Ok, so I don’t know exactly what the “best” thing to do is, but here are some rambling bullshit thoughts.

Consider some task that we must do. For example, “solve this puzzle”. Solving the puzzle requires having a sequence of K insights, each of which we don’t really know how long will take to happen, perhaps it comes spontaneously with a probability of y per unit time. The distribution of waiting times for such a process is a gamma distritbution with shape parameter K and scale parameter 1/y.
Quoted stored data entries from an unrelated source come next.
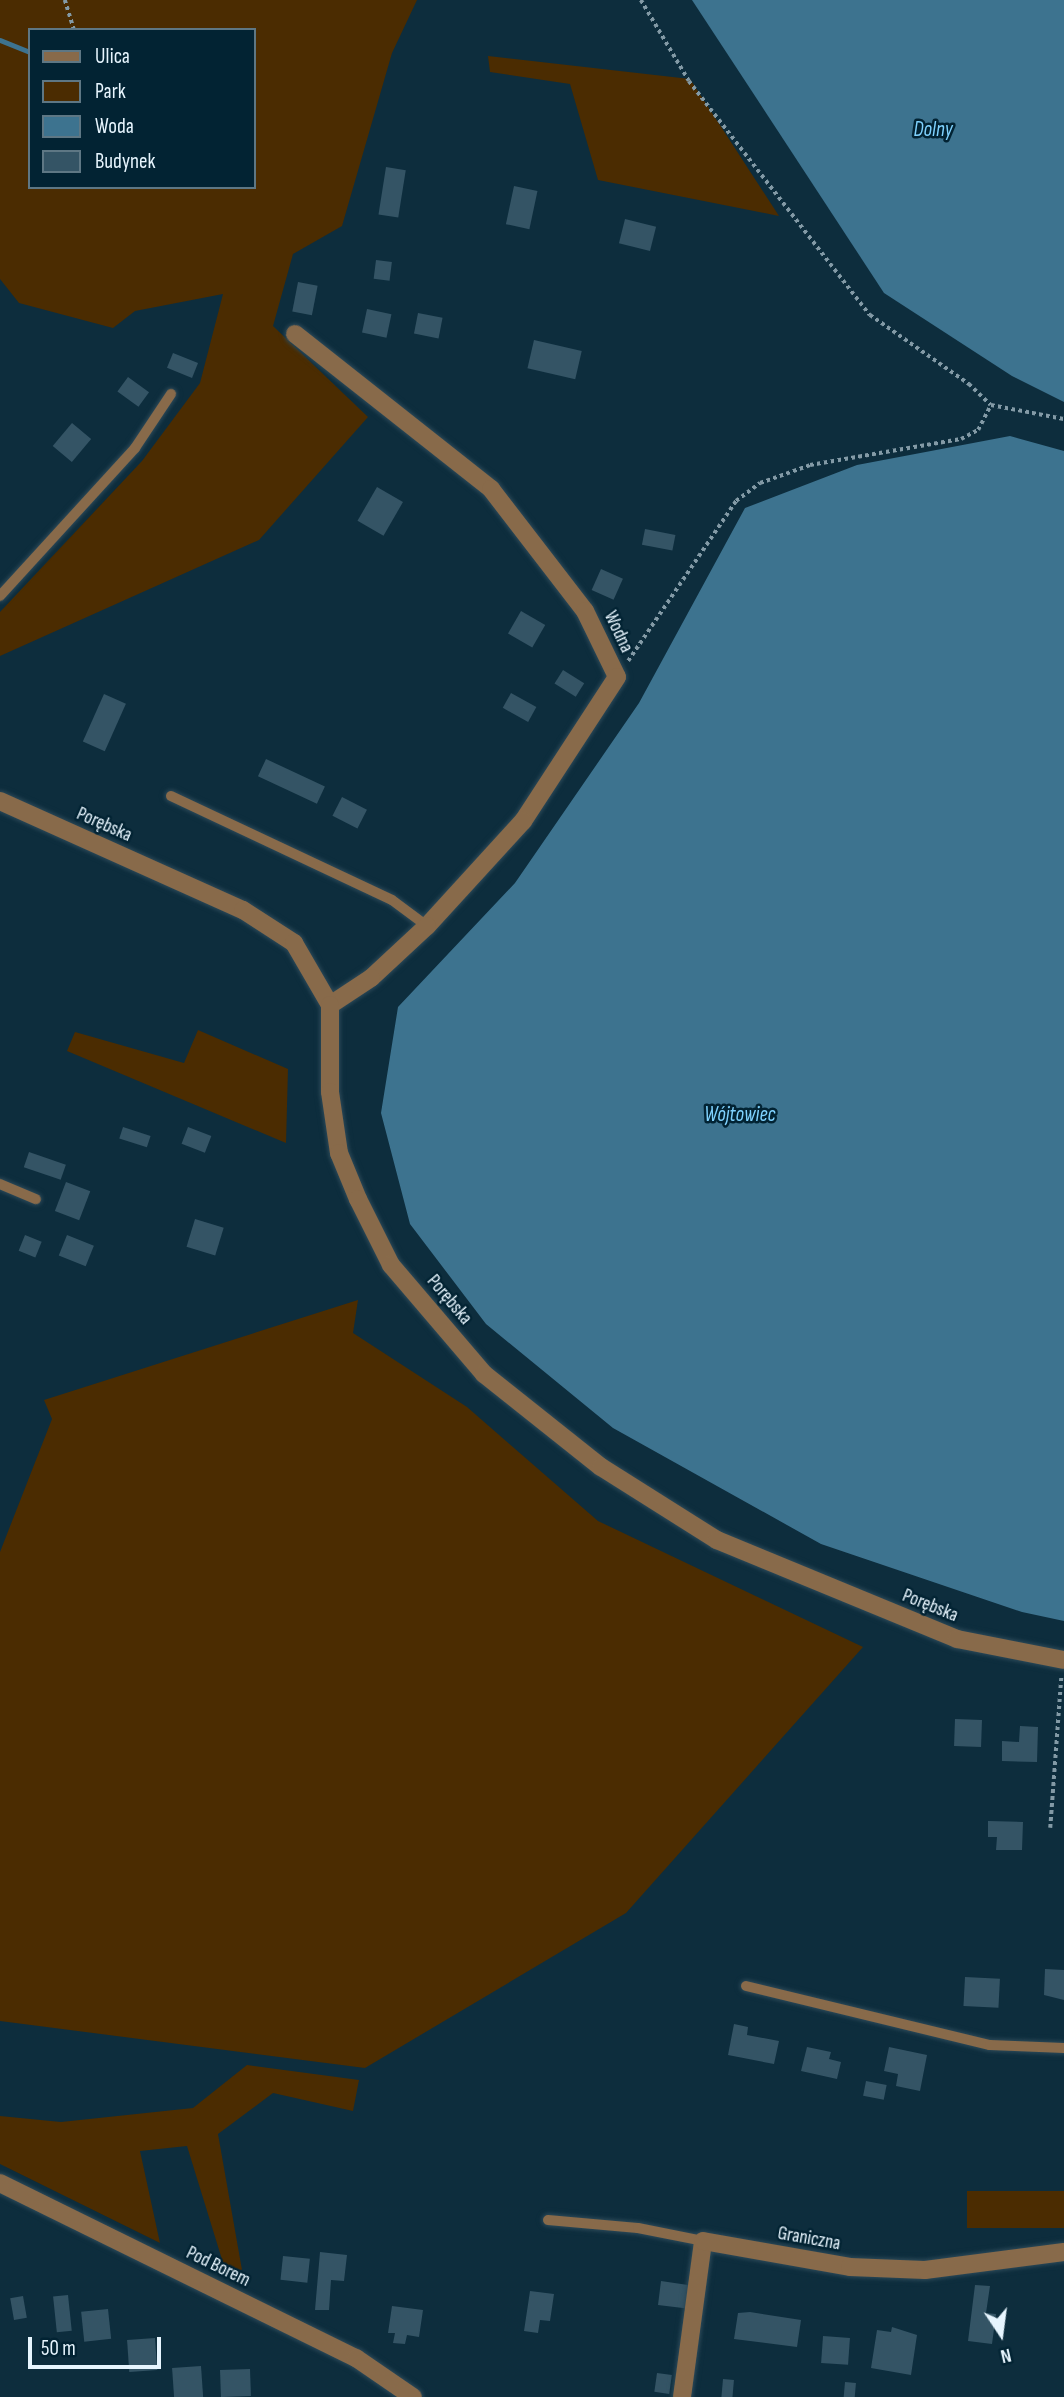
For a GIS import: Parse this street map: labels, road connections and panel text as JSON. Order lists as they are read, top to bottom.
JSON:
{
  "streets": {
    "street": [
      "Wodna",
      "Porębska",
      "Graniczna",
      "Pod Borem"
    ]
  },
  "crossings": [
    ["Wodna", "Porębska"]
  ],
  "water": ["Dolny", "Wójtowiec"],
  "legend": [
    "Ulica",
    "Park",
    "Woda",
    "Budynek"
  ],
  "scale_bar": "50 m",
  "north": "bottom"
}
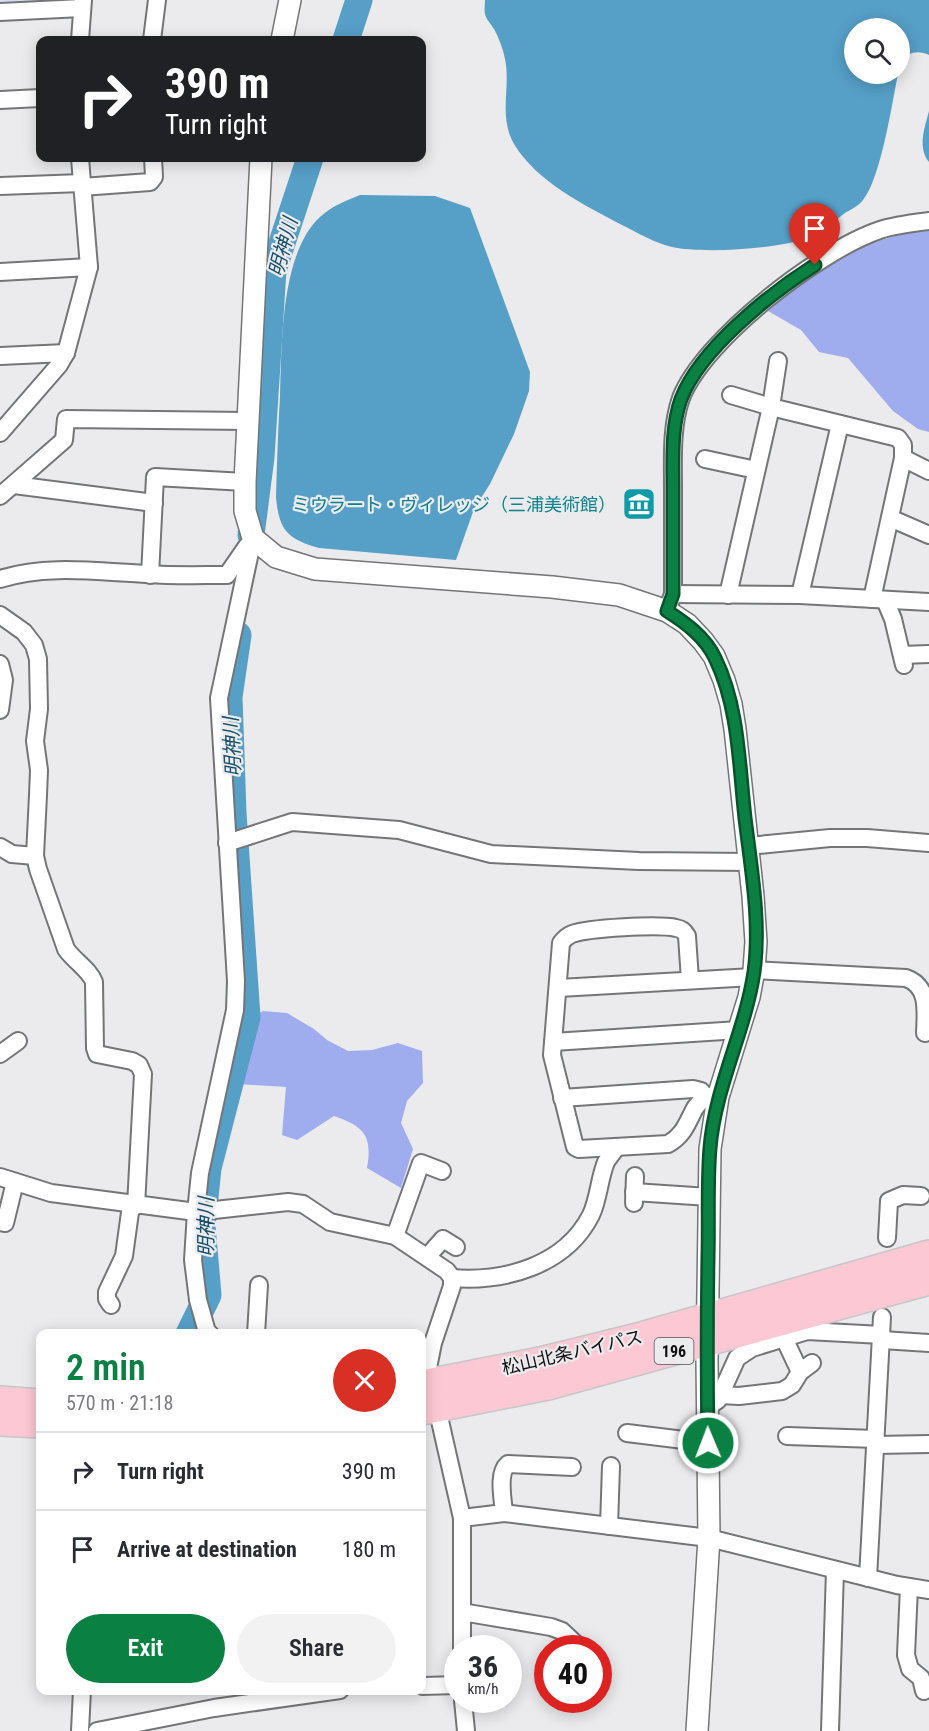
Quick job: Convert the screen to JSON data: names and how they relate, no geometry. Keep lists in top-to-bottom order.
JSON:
{
  "streets": {
    "highway": ["196", "松山北条バイパス"]
  },
  "water": ["明神川"],
  "places": {
    "museum": ["ミウラート・ヴィレッジ（三浦美術館）"]
  },
  "page": {
    "turn": ["390 m", "Turn right"],
    "heading": ["2 min", "570 m · 21:18"],
    "list": [
      {
        "name": "Turn right",
        "value": "390 m"
      },
      {
        "name": "Arrive at destination",
        "value": "180 m"
      }
    ],
    "buttons": ["Exit", "Share"],
    "speed": "36 km/h",
    "limit": "40"
  }
}
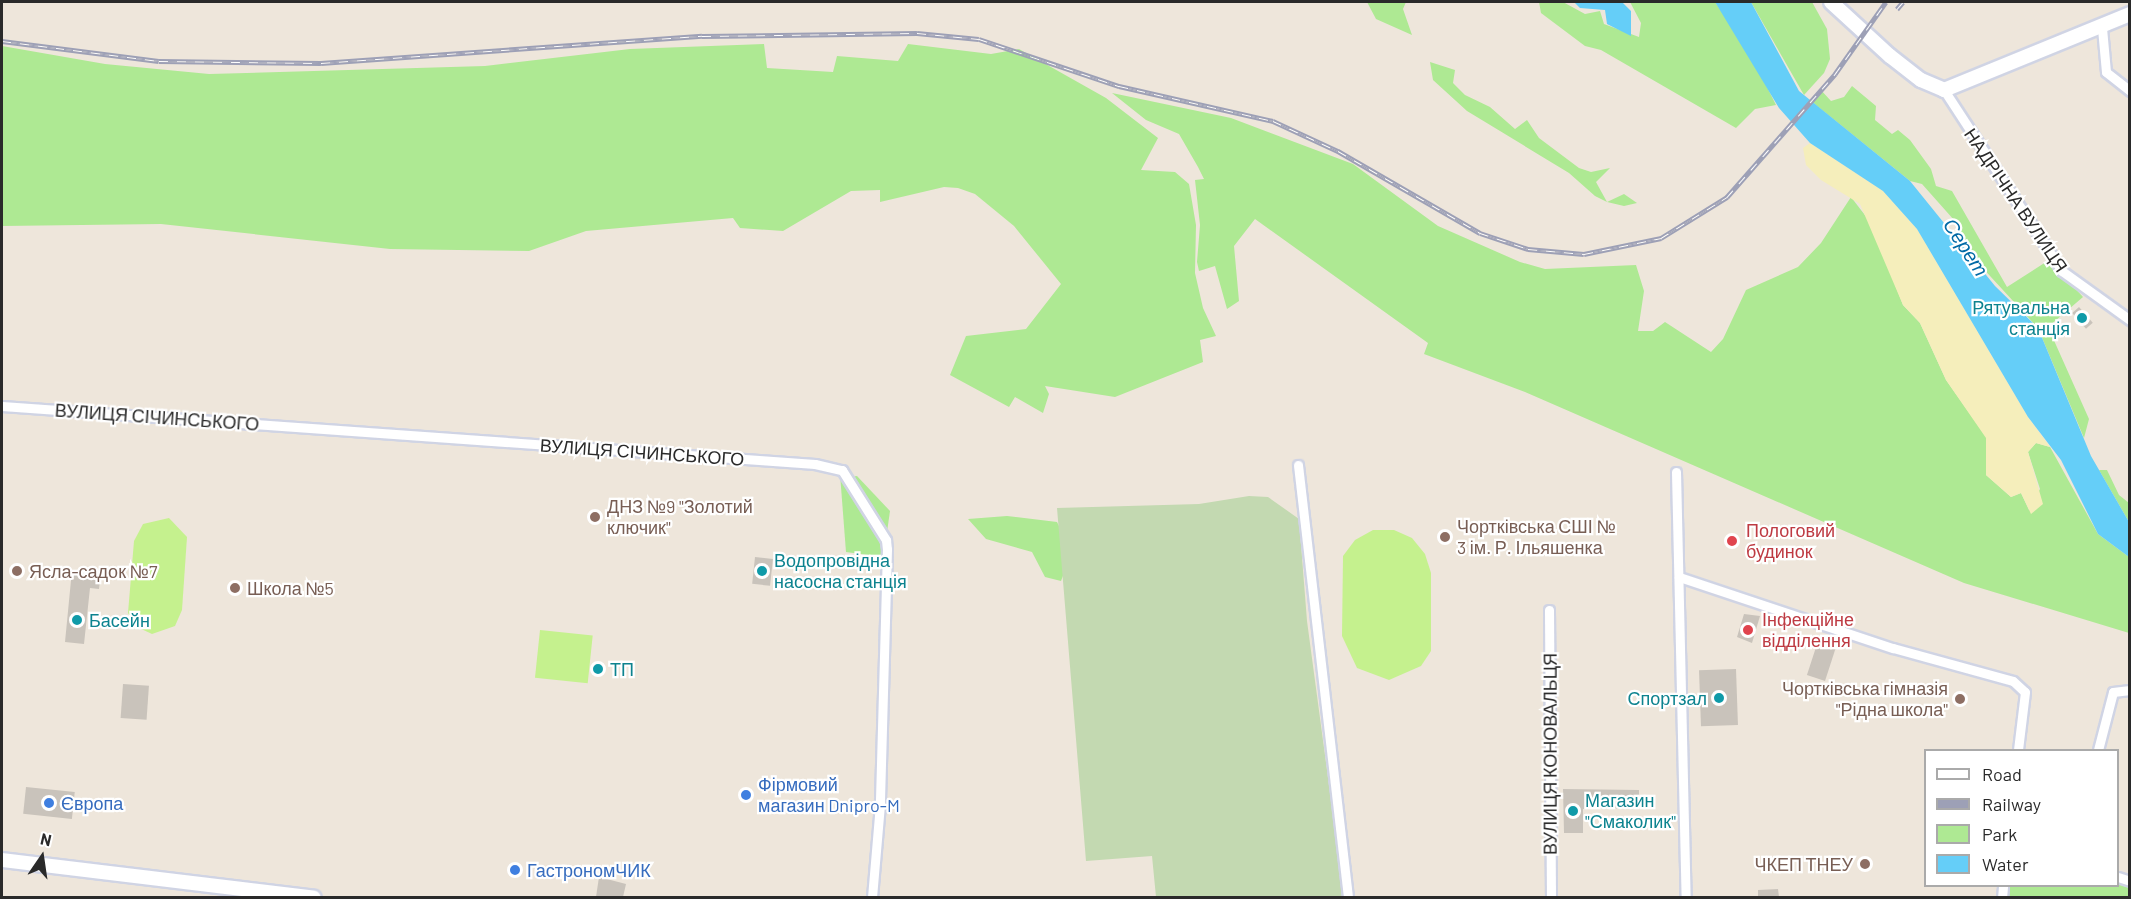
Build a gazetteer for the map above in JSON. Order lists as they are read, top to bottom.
{
  "streets": {
    "street": ["НАДРІЧНА ВУЛИЦЯ", "ВУЛИЦЯ СІЧИНСЬКОГО", "ВУЛИЦЯ КОНОВАЛЬЦЯ"]
  },
  "water": ["Серет"],
  "places": [
    "Рятувальна станція",
    "ДНЗ №9 \"Золотий ключик\"",
    "Чортківська СШІ № 3 ім. Р. Ільяшенка",
    "Пологовий будинок",
    "Ясла-садок №7",
    "Водопровідна насосна станція",
    "Школа №5",
    "Басейн",
    "Інфекційне відділення",
    "ТП",
    "Спортзал",
    "Чортківська гімназія \"Рідна школа\"",
    "Фірмовий магазин Dnipro-M",
    "Європа",
    "Магазин \"Смаколик\"",
    "ЧКЕП ТНЕУ",
    "ГастрономЧИК"
  ],
  "legend": [
    "Road",
    "Railway",
    "Park",
    "Water"
  ],
  "north": "top"
}
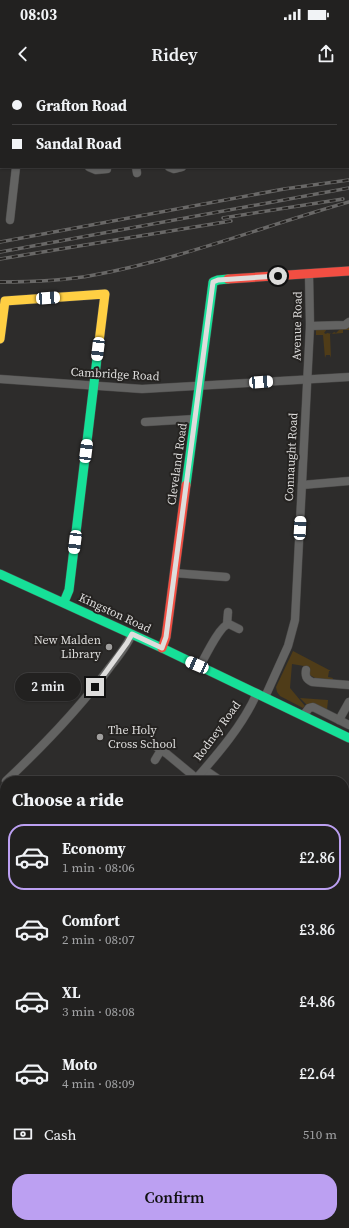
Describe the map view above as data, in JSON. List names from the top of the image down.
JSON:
{
  "streets": {
    "street": [
      "Avenue Road",
      "Cambridge Road",
      "Connaught Road",
      "Cleveland Road",
      "Kingston Road",
      "Rodney Road"
    ]
  },
  "crossings": [
    ["Avenue Road", "Cambridge Road"],
    ["Avenue Road", "Connaught Road"],
    ["Avenue Road", "Cleveland Road"],
    ["Cambridge Road", "Connaught Road"],
    ["Cambridge Road", "Cleveland Road"],
    ["Connaught Road", "Kingston Road"],
    ["Connaught Road", "Rodney Road"],
    ["Cleveland Road", "Kingston Road"],
    ["Kingston Road", "Rodney Road"]
  ],
  "places": ["New Malden Library", "The Holy Cross School"],
  "page": {
    "status": "08:03",
    "header": "Ridey",
    "banner": ["Grafton Road", "Sandal Road"],
    "bubble": "2 min",
    "heading": "Choose a ride",
    "list": [
      {
        "name": "Economy",
        "note": "1 min · 08:06",
        "value": "£2.86"
      },
      {
        "name": "Comfort",
        "note": "2 min · 08:07",
        "value": "£3.86"
      },
      {
        "name": "XL",
        "note": "3 min · 08:08",
        "value": "£4.86"
      },
      {
        "name": "Moto",
        "note": "4 min · 08:09",
        "value": "£2.64"
      }
    ],
    "pay": ["Cash", "510 m"],
    "buttons": "Confirm"
  }
}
However, let’s model it as being log-normal distributed. This maintains our desired qualitative shape but I think it’s easier to make something out of it because it’s easier to relate the confidence interval to the implicit parameters of the distribution. If you are willing to guess the mean and standard deviation instead of strictly guessing the 80% confidence interval, then the gamma distribution becomes easier to assume.

As Danny said, we should think our prediction is implicitly trying to guess the parameters of the distribution for the given task. We want to at the very least ensure that the optimal guess is to correctly guess the parameters of the distribution.

One puzzle, from this perspective - suppose a task is genuinely hard to guess, i.e. it genuinely has a large variance in the amount of time it will take to perform an identical task. Unfortunately, since we don’t know whether or not tasks are genuinely “identical”, it is hard to correct for this - most likely, we will end up picking a scoring rule that just gives low scores for a vague prediction, even if the task is “genuinely” hard to predict.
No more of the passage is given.